FIG. 4 shows the change in Vickers hardness of the surface layer when the above-mentioned Ti-6Al-4V provided with the oxygen barrier coating of the present invention and the other were heated at 800 ° C. for 100 hours. A is according to the present invention, curve B is according to the invention of JP-A-4-41660, and curve C is untreated.

In FIG. 4, curves A and B show h _{1 having} substantially the same hardness when the distance from the surface is b mm, and C is c.
mm, the hardness of the surface is h _{2 in} the curve B, approximately h ₁ in the curve A of the present invention, and the curve A is considerably lower than B. Further, in the curve C, an amm scale is generated from the surface, and an extremely high hardness change is generated in an inner portion thereof.

As described above, when the oxygen barrier layer of the present invention is formed, no oxygen diffusion layer is formed, and there is almost no increase in surface hardness, and a decrease in fatigue strength is prevented.

[0021]

As described above, according to the present invention, since a coating made of aluminum powder is formed on the surface of the titanium material, the coating first acts as an oxygen getter and combines with oxygen to pass through, and thereafter, It acts as a barrier film to prevent oxygen from diffusing into the titanium material, and has an excellent effect of almost completely preventing the fatigue strength of the titanium material from being reduced. Therefore, there is no need to increase the dimensions of the article in anticipation of a decrease in strength, so that the article can be made smaller and lighter. Further, since an unnecessary oxygen diffusion layer cannot be formed, a post-process for removing the oxygen diffusion layer is not required. Occurs. Therefore, it is possible to obtain a titanium product that can be used in a high-temperature place without lowering the fatigue strength.Also, an oxygen diffusion layer having wear resistance is locally provided, and oxygen is not diffused to other positions. There is an advantage that a titanium product having a portion where the fatigue strength is hardly reduced can be obtained.

[Brief description of the drawings]

FIG. 1 is a front view of an exhaust valve embodying the present invention.

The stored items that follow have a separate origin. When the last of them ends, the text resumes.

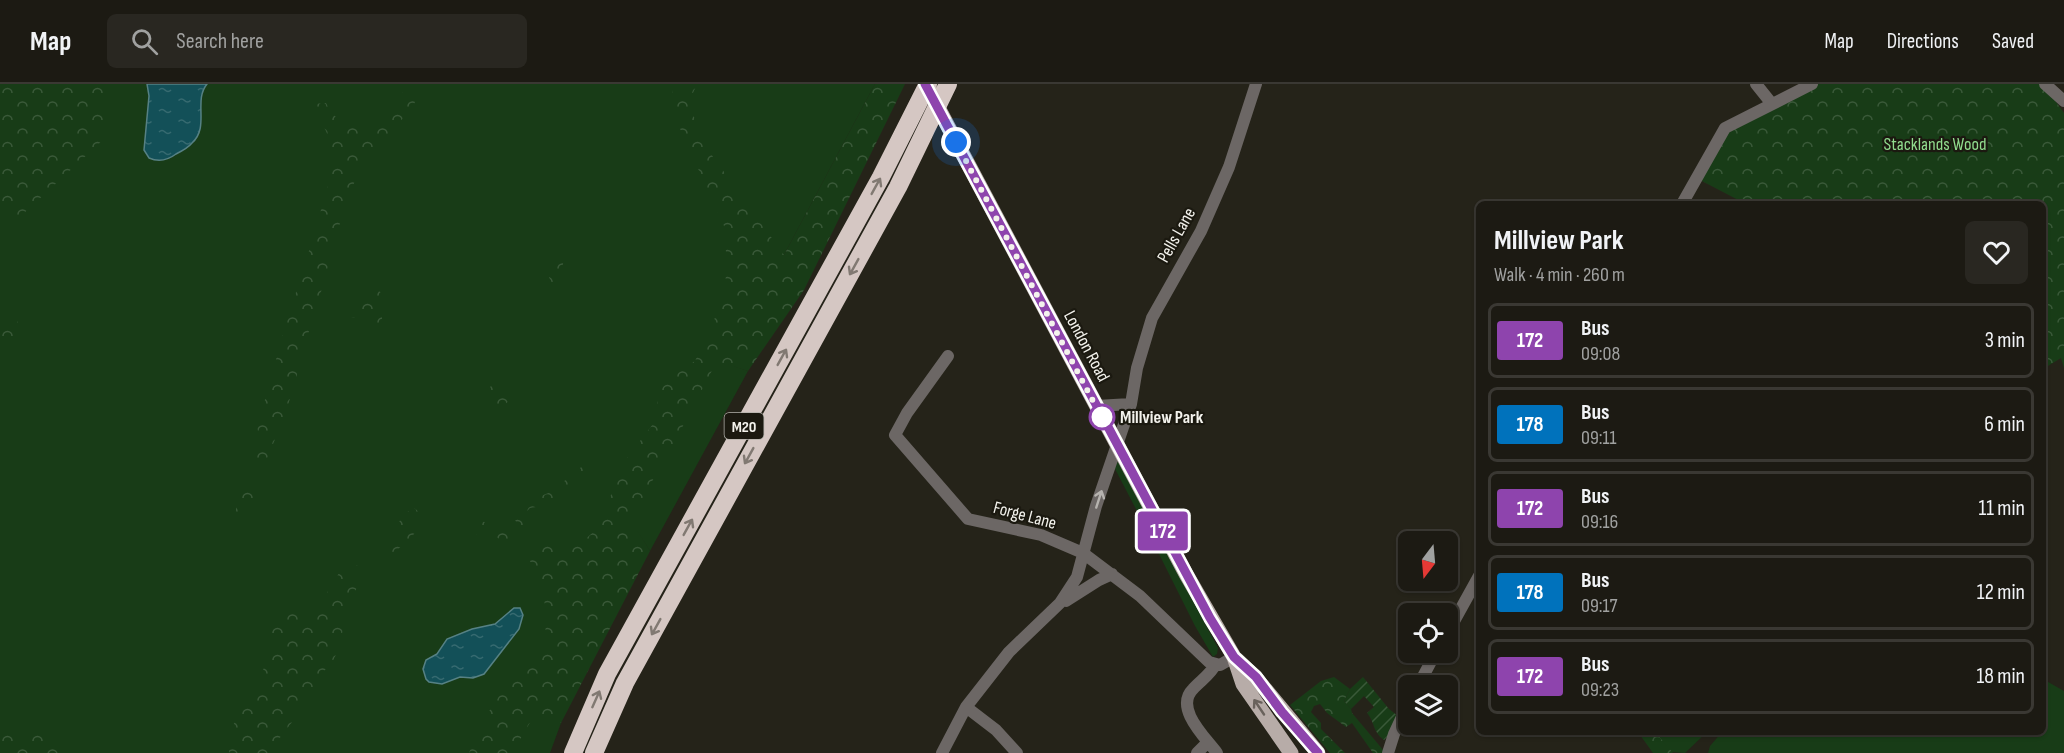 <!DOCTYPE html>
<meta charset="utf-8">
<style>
:root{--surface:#1c1a13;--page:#292721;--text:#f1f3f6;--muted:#a0a1a0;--line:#3a3833}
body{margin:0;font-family:"Sofia Sans Condensed",sans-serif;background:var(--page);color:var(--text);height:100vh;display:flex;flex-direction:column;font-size:22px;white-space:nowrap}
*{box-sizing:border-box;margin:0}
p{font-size:20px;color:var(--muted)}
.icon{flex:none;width:33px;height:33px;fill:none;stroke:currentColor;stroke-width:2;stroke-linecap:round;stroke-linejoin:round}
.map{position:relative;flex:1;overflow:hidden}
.drawer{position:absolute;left:1476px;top:117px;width:570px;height:534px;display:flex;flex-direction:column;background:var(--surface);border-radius:9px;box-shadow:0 2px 4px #0004,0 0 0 2px var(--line)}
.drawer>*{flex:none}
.badge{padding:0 12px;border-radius:4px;font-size:21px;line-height:39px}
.needle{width:39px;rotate:196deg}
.tools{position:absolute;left:1398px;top:447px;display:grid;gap:12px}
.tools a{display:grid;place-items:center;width:60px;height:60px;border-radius:9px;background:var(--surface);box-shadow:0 2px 4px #0004,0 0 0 2px var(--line);font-size:30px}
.you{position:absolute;width:30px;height:30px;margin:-15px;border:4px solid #fff;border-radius:50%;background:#1a73e8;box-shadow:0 0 0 9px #1a73e833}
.map>.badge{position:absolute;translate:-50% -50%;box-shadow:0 0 0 3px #fff}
.round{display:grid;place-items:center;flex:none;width:63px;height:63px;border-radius:9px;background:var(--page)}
.head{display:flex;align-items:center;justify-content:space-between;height:102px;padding:0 18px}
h1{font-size:28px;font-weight:700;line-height:45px}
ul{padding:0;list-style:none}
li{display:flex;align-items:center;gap:18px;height:75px;margin:0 12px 9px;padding:0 6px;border:3px solid var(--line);border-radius:9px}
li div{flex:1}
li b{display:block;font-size:22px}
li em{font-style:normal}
li .badge{min-width:66px;font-weight:700;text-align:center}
header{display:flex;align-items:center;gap:36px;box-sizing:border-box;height:84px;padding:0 30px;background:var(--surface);border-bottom:2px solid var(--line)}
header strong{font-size:28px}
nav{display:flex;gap:33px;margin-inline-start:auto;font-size:21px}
.search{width:420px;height:54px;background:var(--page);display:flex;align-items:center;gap:15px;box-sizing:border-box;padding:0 21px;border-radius:9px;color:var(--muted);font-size:22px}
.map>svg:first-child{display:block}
.grass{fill:#183c17}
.forest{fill:url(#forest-crowns)}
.garden{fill:url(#garden-furrows)}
.water{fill:url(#water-ripples);stroke:#568184;stroke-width:1.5}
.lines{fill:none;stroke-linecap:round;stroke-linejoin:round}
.minor{stroke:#6c6765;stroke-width:12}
.major{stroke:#b7aca8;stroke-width:15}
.highway{stroke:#d5c7c3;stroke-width:18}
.oneway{stroke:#817972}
.oneway2{stroke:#b6b3af}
.oneway3{stroke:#69625c}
.line-casing{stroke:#fff;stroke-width:14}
.line{stroke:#8e44ad;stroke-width:9}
.walk{stroke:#f3f2ec;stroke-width:6;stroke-dasharray:0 10.8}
.stop-dot{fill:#fff;stroke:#8e44ad;stroke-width:3}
.labels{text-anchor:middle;stroke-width:4.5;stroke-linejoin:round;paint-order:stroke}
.shield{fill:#1b1910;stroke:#b2b1aa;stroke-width:1.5}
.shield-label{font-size:16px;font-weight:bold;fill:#f3f2ec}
.park-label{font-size:18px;fill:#91dc8e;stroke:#1b1910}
.street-label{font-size:18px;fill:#f3f2ec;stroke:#1b1910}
.stop-label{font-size:18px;font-weight:bold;fill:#f3f2ec;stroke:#1b1910;text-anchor:start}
</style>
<header>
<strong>Map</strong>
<div class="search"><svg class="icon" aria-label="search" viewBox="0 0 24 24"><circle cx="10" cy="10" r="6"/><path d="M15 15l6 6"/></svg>Search here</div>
<nav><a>Map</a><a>Directions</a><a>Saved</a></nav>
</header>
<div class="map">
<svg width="2064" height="669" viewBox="0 0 2064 669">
<defs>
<pattern id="forest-crowns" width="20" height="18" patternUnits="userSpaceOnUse" patternTransform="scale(1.5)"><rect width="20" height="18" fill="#183c17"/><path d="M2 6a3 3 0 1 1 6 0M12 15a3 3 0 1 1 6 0" fill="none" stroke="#3a5939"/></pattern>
<pattern id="garden-furrows" width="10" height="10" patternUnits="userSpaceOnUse" patternTransform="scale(1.5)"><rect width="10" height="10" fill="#183c17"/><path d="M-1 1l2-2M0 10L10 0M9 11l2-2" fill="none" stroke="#3a5939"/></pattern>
<pattern id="water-ripples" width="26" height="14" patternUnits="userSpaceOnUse" patternTransform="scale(1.5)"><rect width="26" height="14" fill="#135058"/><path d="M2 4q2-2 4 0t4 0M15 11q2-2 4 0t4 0" fill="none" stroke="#366a70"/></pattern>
</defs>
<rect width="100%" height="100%" fill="#252319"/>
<path class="grass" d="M0,0H875L784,171L720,277L748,287L650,467L637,447L564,529L561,639L550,669H0Z
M1117,378H1118L1156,448L1151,454L1114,383Z
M1156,455L1161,456L1218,564L1217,570L1213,573L1195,542L1153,458Z
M2043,595L2064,607V669H1708L1710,662L1722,648H2043Z
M1655,648H1707L1685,669L1671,668Z"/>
<path class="forest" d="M0,0H106L104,55L23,130L0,139Z
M413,0H422L413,23L362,80L345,121L316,226L301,271L296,295L285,331L264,382L256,384L258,348L255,331L264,319L292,218L299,201L330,95C332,81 332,61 326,47C321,36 307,34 312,20L326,19C337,41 360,53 381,36C388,31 390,23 395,16C400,10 407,6 413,0Z
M673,0H697L688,20L711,70L784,171L875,0H905L804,206L748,287L717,277L674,359L626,443L637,446L650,467L561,639L535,630L512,669H469C477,647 488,627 502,608C507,602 514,599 520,593C533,579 546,554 547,535C547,526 539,492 535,485C528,472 526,477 527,460L534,455L580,460L600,442L621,382L653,340L660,306L671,294L695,277L708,251L724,211L727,181L724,142L672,27Z
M1818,0H2043L2064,29V284L2061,274L2043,285V120H1746L1698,95L1727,48Z
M560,166L565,168L562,186L557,197L553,200C543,188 549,174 560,166Z
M377,206L382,209V241L379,245L374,247L369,245L362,235L346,232C350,216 362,211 377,206Z
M10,234L16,235L22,246L16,256L0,254V236Z
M499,298L506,299L510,316C504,322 499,323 491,322C486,314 487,308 492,300Z
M591,375L598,376L594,389L584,393L573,403L565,406L542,422L530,424L525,429V443L522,447L515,436V422L551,408Z
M252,393L259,404L245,432L240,433L236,431C235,419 242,398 252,393Z
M414,424C433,436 405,462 393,468L386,466L385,461L404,430Z
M475,437L485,438L495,444L499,442L507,443L511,446L510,454L505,457L499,455L491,448L486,454H480L473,447Z
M353,481L359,482L362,486L355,509L349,519L339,563L334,575L325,586L317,606L268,669H229C228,639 241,630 254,605C261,594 266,579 269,566C272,552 271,536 283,528C293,526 303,530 312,526C330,519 328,488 353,481Z
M1334,593L1350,605L1344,617L1351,625L1352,629L1384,667L1383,669H1373L1352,639L1346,643L1327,629L1320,620L1314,622L1311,628L1321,639V645L1345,669H1330L1290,621L1321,597Z
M0,639C20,648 41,650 62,656L61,669H0Z
M1638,648H1655L1673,669H1653Z"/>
<path class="garden" d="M1363,593L1389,625L1398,632L1389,651L1384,656C1372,647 1375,638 1367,629L1374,623L1364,612L1351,625L1344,617L1350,605Z"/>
<path class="water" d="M147,0H207C193,17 210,43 192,59C188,64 182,67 176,70C168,76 158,78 149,74L144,66L149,12Z
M514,524H520L523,531L519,545L484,590L473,594L460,593L442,600L429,598L426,595L423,585L426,576L437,570L447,555L472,545L495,540Z"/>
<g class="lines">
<path class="minor" d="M1756,0L1772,20
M2045,0L2064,17
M1682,120L1725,44L1812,0
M948,272L907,329L895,351L968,435L1041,451L1083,469L1140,512L1209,578L1220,581L1234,573
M1096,322L1131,320
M1066,517L1099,496L1112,490
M1448,548L1479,492
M1215,581C1211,590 1200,597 1193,605C1174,624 1205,653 1217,669
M1418,602L1436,568
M966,623L996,646L1017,669
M942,669L966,623L1009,568L1060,519L1077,493L1096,422L1131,320L1137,284L1152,234L1201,147L1229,83L1256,0
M1197,669L1208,658
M1388,669L1394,650L1408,620"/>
<path class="major" d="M934,16L1186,490L1234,573L1243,600L1291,669
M1236,575L1255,593L1318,669"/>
<path class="highway" d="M573,669L607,590L881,93L928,0
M594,669L625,599L898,103L948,0"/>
</g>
<defs><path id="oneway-shaft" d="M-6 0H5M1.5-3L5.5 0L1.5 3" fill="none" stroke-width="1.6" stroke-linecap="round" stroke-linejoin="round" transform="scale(1.5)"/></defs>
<g class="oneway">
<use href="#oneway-shaft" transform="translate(876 102) rotate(-61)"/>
<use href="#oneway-shaft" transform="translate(854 183) rotate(119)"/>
<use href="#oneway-shaft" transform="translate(782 273) rotate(-61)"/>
<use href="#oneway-shaft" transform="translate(749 372) rotate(119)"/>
<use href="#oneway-shaft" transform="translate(688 443) rotate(-61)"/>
<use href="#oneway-shaft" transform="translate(656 543) rotate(119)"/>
<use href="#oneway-shaft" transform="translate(596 615) rotate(-66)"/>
</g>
<use class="oneway2" href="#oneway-shaft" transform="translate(1099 415) rotate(-72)"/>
<use class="oneway3" href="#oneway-shaft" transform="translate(1259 623) rotate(-124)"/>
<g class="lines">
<defs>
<path id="line" d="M925,0L1210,534L1234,573L1256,593L1282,628L1318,669"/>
</defs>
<use href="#line" class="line-casing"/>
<use href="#line" class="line"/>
<path class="walk" d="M956,58L1103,336L1102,333"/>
</g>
<circle class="stop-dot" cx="1102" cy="333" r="12"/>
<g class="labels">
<rect class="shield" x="724.5" y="329" width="39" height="26" rx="4.5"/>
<g class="shield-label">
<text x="744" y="348">M20</text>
</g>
<g class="park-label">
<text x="1935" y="66">Stacklands Wood</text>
</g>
<g class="street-label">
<text transform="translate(1176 151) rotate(-61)" y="6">Pells Lane</text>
<text transform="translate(1087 262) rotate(62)" y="6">London Road</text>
<text transform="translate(1025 431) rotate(15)" y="6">Forge Lane</text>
</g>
<g class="stop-label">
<text x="1120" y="339">Millview Park</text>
</g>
</g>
</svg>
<div class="tools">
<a><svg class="needle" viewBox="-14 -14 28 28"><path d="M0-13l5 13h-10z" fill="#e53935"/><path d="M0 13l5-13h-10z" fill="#a0a1a0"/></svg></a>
<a><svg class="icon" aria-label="locate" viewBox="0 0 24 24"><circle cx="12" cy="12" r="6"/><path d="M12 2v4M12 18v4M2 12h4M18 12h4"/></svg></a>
<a><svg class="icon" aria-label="layers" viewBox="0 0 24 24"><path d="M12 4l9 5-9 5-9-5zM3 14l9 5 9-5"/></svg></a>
</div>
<div class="you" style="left:956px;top:58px"></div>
<b class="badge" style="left:1163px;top:447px;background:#8e44ad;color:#fff">172</b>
<section class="drawer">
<div class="head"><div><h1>Millview Park</h1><p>Walk · 4 min · 260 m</p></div><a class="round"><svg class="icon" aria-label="heart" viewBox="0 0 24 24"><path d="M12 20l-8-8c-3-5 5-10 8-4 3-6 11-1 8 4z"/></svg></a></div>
<ul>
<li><span class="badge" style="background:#8e44ad;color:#fff">172</span><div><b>Bus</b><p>09:08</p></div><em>3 min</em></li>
<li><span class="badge" style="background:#0072bc;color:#fff">178</span><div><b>Bus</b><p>09:11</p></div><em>6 min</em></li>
<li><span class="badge" style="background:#8e44ad;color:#fff">172</span><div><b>Bus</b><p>09:16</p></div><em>11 min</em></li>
<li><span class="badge" style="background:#0072bc;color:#fff">178</span><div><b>Bus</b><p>09:17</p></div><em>12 min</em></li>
<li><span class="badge" style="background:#8e44ad;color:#fff">172</span><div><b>Bus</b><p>09:23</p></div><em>18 min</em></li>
</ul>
</section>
</div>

FIG. 2 is a process diagram of forming an oxygen barrier film and performing an oxygen diffusion process.

FIG. 3 is a front view of a connecting rod embodying the present invention.

FIG. 4 is a graph showing a relationship between an oxygen barrier film and hardness.

[Explanation of symbols]

 DESCRIPTION OF SYMBOLS 1 Exhaust valve 4,14 Oxygen barrier film 5,15,16 Oxygen diffusion layer 11 Connecting rod

──────────────────────────────────────────────────続 き Continuation of the front page (56) References JP-A-2-263973 (JP, A) (58) Fields investigated (Int. Cl. ⁷ , DB name) C23C 8 / 02,8 / 04,8 / 10 C23C 8 / 12,8 / 16

Claims (1)

(57) [Claims] 1. A surface treatment method for a titanium material, comprising: forming an oxygen barrier film for preventing diffusion of oxygen into a material at a desired position of a product formed of titanium or a titanium alloy and used under a high temperature; A surface treatment method for a titanium material, wherein an aluminum powder is adhered to the surface of the titanium material as an oxygen barrier film by firing.